Sidekiq makes every effort to make usage with modern Rails applications as simple as possible. Please see the ActiveJob page if you want to use Sidekiq with ActiveJob.

Rails

  1. Add sidekiq to your Gemfile:
gem 'sidekiq'
  1. Add a worker in app/workers to process jobs asynchronously:

Run this command in your shell:

rails generate sidekiq:worker hard

It generates the worker file as well as the test or spec, depending on the test framework you have configured.

class HardWorker
  include Sidekiq::Worker

  def perform(name, count)
    # do something
  end
end

Your perform method arguments must be simple, basic types like String, integer, boolean that are supported by JSON. Complex Ruby objects will not work.

To namespace your hard worker in a rock namespace:

rails generate sidekiq:worker rock/hard

This will generate the following:

class Rock::HardWorker
  include Sidekiq::Worker

  def perform(*args)
    # Do something
  end
end
  1. Create a job to be processed asynchronously:
HardWorker.perform_async('bob', 5)

Note that perform is an instance method, whereas perform_async is called on the class.

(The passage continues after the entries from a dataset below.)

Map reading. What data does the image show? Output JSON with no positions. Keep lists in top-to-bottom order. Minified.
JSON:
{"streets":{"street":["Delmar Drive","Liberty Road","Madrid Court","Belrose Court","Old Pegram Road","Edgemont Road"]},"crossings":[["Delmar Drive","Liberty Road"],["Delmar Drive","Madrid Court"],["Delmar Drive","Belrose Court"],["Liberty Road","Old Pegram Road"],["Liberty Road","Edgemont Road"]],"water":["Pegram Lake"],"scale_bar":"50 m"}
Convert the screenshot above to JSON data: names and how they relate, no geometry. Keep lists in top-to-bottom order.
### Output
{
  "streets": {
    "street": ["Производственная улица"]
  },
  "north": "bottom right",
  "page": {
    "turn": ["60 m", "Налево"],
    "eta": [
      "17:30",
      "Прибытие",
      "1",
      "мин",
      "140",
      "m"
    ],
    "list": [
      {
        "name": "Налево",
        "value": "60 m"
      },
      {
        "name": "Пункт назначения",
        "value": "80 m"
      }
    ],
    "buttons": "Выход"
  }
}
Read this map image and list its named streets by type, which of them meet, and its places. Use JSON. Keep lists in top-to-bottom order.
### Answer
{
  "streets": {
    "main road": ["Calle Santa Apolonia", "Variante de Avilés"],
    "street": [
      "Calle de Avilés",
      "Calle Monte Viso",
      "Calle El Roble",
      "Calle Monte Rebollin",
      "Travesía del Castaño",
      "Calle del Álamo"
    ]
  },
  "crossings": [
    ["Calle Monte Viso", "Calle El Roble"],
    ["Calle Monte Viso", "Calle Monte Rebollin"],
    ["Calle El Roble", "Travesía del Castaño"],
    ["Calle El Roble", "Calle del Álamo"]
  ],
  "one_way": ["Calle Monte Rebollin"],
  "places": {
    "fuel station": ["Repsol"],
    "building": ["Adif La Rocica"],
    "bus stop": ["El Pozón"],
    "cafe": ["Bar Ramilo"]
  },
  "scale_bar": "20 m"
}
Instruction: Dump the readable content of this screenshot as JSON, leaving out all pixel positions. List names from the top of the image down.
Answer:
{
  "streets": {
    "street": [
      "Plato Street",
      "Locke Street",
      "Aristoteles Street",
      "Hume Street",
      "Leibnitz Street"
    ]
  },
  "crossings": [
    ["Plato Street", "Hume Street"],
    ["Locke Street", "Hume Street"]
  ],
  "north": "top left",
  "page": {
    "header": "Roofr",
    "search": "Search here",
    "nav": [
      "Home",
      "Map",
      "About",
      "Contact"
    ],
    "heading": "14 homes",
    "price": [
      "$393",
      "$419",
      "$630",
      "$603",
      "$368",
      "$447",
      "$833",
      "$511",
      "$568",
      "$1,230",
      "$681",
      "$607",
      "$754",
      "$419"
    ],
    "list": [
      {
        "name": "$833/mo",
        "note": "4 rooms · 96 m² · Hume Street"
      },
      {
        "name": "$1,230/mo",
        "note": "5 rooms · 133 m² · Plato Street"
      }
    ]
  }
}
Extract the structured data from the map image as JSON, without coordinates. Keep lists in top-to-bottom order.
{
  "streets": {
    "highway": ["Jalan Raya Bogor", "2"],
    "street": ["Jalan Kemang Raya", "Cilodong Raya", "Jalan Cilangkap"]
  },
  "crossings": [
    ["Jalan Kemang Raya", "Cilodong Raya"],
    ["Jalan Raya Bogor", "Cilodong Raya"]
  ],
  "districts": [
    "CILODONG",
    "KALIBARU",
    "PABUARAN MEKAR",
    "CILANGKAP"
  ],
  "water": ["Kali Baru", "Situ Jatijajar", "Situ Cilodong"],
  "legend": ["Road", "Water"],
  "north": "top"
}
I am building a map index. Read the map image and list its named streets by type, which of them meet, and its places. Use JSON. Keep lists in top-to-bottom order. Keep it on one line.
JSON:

You can also create a job to be processed in the future:

HardWorker.perform_in(5.minutes, 'bob', 5)
HardWorker.perform_at(5.minutes.from_now, 'bob', 5)

Note: The 5.minutes.from_now syntax is Rails specific. If you are not using Rails, use unix epoch thus:

HardWorker.perform_at(Time.now+5*60, 'bob', 5)
  1. Start sidekiq from the root of your Rails application so the jobs will be processed:
bundle exec sidekiq

That's it.

Plain Ruby

por.rb in examples/ is a "Plain Old Ruby" example.